Hallinan also benefited from the grateful support of the nascent medical marijuana movement –a key source of money and doorbell ringers. Today there is no movement, only The Industry, and its leaders were not into contributing to Chesa Boudin.

This from a disjointed memoir I wrote about my stint as Hallinan’s press secretary:

Hallinan’s defining act as a progressive DA was his endorsement of Proposition 215, the ballot initiative by which California voters legalized marijuana for medical use in 1996. California’s other 57 DAs opposed Prop 215, as did every police chief and sheriff in the state, the attorney general, Senators Feinstein and Boxer, President Clinton, former President Jimmy Carter, even the beloved ex-Surgeon General C. Everett Koop, MD.  In 2000 Terence was the only DA to endorse Proposition 36, the treatment-not-incarceration initiative.

The sad truth is that the “progressive” changes Hallinan introduced at the Hall of Justice —diversity in hiring, drug court, mentor court, communiky courts, the first-offender prostitution program, creation of an elder-abuse unit, zealous prosecution of domestic violence cases, to name a half dozen—  could not begin to reverse the escalating social breakdown on the streets of San Francisco. His job was to enforce the law as written. All a “progressive” DA could do, really, was try to give a break to as many offenders who deserved a break as possible.

Soon after Boudin took office Mirkarimi shared with him some tactical lessons he’d learned as Hallinan’s campaign manager, but he doesn’t think his advice was heeded. “How we relay progressive history is vital to the benefit of future leaders,” he reminded Redmond.

Mirkarimi thinks Mayor London Breed is likely to appoint a supervisor to take over the DA’s office —enabling her to name that supe’s successor. Will anything change?

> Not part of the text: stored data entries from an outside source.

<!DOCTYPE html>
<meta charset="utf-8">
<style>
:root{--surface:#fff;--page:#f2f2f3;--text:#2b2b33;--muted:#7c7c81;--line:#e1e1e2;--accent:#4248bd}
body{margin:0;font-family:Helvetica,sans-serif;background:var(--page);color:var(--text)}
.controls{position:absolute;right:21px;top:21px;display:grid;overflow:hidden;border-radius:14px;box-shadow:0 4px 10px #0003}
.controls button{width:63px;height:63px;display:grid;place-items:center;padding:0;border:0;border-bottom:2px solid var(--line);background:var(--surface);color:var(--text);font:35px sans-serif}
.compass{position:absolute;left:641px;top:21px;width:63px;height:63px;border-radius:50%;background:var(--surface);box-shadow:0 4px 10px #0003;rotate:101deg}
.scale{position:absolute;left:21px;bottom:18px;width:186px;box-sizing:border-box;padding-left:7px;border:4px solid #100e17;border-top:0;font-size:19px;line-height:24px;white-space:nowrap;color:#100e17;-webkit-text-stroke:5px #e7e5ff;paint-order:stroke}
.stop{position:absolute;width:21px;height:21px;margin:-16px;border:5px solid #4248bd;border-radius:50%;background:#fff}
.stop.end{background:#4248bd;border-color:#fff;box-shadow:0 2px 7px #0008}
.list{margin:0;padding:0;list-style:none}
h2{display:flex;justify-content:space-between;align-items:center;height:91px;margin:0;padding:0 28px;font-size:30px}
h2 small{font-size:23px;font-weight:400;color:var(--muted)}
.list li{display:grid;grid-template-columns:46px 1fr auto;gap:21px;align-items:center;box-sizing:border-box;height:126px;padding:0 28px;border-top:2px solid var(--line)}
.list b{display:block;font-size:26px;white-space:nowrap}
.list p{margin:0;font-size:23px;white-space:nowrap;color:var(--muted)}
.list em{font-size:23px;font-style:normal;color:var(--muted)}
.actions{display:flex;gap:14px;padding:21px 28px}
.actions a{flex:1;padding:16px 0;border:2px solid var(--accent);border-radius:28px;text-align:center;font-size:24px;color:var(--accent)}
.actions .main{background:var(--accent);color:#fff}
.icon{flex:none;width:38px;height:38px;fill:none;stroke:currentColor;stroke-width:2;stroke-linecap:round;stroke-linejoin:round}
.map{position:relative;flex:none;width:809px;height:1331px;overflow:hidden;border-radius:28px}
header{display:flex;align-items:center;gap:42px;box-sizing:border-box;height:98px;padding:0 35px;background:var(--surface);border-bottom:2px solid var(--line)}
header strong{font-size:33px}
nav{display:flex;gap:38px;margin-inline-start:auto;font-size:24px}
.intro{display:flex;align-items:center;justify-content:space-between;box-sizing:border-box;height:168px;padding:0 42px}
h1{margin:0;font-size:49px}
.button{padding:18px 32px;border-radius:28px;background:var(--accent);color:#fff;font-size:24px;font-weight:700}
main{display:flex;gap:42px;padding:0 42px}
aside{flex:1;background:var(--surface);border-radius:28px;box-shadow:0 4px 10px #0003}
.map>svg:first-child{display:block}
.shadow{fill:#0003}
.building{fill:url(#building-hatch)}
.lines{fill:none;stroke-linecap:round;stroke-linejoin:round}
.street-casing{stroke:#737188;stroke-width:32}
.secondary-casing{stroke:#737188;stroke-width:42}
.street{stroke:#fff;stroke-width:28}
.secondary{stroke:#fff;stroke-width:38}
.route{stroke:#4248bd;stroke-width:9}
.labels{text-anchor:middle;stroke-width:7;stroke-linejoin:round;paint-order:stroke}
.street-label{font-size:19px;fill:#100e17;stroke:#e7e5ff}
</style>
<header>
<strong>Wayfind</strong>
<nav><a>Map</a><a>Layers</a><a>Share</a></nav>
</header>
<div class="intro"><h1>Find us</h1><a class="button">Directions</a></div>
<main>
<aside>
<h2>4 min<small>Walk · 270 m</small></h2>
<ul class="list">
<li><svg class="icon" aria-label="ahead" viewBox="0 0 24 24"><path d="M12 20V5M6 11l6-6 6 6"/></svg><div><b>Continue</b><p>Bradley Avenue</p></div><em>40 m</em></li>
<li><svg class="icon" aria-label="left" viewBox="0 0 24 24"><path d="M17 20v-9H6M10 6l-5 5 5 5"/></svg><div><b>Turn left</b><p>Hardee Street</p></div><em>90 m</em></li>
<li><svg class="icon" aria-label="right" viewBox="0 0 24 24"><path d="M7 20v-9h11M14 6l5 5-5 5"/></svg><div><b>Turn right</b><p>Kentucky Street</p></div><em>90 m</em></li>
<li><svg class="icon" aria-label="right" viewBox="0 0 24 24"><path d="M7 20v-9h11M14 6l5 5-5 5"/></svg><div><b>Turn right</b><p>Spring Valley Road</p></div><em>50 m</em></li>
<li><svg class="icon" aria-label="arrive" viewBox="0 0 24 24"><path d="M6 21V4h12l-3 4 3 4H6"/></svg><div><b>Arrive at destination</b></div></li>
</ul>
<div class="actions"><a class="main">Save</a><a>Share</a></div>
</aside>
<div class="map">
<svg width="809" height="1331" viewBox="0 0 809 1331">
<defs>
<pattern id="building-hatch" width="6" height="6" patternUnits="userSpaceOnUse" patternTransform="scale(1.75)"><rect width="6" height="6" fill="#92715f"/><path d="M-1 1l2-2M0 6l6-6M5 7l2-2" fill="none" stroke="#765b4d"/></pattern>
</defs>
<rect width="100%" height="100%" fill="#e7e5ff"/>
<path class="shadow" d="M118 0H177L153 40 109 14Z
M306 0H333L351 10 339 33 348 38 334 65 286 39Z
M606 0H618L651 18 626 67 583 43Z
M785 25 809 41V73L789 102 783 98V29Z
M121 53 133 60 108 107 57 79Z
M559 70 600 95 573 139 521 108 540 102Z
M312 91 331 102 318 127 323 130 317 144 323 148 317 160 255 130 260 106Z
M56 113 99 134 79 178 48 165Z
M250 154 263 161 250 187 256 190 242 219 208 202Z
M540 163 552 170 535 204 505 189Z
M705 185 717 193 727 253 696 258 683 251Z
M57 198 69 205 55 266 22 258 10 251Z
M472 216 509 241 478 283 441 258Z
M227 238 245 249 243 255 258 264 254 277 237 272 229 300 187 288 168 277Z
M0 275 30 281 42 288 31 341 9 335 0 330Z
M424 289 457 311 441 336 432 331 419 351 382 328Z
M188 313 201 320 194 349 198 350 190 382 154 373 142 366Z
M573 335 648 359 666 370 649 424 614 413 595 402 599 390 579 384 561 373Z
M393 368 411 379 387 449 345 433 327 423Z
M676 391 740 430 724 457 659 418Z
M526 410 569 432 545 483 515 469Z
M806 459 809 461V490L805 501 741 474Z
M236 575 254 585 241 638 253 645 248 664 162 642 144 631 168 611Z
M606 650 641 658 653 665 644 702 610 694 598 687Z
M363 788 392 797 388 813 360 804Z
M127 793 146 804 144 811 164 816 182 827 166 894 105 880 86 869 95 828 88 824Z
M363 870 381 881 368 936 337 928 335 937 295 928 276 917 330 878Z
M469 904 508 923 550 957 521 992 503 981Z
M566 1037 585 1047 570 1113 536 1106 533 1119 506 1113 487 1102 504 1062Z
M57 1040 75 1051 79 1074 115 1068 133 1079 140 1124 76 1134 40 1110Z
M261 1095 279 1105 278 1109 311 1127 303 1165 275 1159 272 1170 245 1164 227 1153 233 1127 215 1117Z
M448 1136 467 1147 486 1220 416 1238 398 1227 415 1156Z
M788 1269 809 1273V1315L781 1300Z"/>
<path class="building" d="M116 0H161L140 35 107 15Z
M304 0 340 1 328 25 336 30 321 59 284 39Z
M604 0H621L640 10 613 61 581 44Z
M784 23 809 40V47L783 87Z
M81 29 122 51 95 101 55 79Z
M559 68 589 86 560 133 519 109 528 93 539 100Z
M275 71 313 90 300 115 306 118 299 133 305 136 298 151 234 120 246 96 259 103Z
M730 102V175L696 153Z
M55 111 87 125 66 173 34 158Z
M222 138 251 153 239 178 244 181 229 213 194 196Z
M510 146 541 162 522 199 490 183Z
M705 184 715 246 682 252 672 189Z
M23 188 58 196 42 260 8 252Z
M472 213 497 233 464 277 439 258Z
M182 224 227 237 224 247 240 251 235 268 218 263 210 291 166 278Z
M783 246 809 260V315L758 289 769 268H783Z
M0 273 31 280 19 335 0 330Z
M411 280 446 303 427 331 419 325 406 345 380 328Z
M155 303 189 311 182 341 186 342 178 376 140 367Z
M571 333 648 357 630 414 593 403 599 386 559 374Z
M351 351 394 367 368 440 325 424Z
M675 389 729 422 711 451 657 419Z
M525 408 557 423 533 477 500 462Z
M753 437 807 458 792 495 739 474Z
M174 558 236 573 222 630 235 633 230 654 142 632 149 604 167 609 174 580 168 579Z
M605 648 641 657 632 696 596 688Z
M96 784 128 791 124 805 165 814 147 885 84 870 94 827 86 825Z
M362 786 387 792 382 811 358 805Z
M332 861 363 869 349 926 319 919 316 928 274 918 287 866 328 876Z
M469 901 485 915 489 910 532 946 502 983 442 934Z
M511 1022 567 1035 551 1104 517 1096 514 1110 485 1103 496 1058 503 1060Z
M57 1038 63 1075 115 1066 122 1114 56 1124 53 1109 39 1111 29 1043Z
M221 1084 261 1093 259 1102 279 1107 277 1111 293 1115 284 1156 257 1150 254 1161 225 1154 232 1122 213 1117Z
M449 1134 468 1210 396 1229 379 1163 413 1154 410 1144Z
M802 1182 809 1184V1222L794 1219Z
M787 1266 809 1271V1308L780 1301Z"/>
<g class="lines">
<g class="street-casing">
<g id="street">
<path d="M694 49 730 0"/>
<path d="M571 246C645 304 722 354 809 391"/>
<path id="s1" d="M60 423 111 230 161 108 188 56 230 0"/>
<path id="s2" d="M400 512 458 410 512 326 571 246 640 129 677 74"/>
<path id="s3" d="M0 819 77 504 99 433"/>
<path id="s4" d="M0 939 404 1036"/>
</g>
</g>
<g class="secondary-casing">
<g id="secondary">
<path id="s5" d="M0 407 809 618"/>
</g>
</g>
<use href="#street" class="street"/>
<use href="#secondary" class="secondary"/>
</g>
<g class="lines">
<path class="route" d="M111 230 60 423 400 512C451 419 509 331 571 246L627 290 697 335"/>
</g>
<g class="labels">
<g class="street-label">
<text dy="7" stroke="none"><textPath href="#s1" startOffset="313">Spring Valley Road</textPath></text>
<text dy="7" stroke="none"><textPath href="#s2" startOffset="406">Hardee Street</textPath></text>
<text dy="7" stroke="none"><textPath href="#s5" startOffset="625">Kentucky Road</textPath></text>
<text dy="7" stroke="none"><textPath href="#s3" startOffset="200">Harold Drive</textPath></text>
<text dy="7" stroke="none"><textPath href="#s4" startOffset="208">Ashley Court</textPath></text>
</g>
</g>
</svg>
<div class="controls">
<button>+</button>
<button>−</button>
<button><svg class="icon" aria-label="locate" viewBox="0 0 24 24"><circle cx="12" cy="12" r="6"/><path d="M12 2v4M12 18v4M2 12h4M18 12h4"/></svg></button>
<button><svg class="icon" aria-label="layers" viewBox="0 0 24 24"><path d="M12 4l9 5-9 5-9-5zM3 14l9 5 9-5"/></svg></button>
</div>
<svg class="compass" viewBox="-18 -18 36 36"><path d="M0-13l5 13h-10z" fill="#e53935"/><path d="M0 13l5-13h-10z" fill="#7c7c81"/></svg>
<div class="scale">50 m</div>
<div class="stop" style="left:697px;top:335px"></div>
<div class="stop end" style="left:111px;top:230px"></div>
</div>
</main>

When New York’s Reform Democrats finally prevailed over Tammany Hall in 1961, the great Murray Kempton watched the returns at Carmine DeSapio’s HQ. Leaving that night, he “walked into the streets and noticed that there were no slums anymore, and no landlords, and the age of Pericles had begun because we were rid of Carmine DeSapio. One had to walk carefully to avoid being stabbed by the lillies bursting through the pavement.”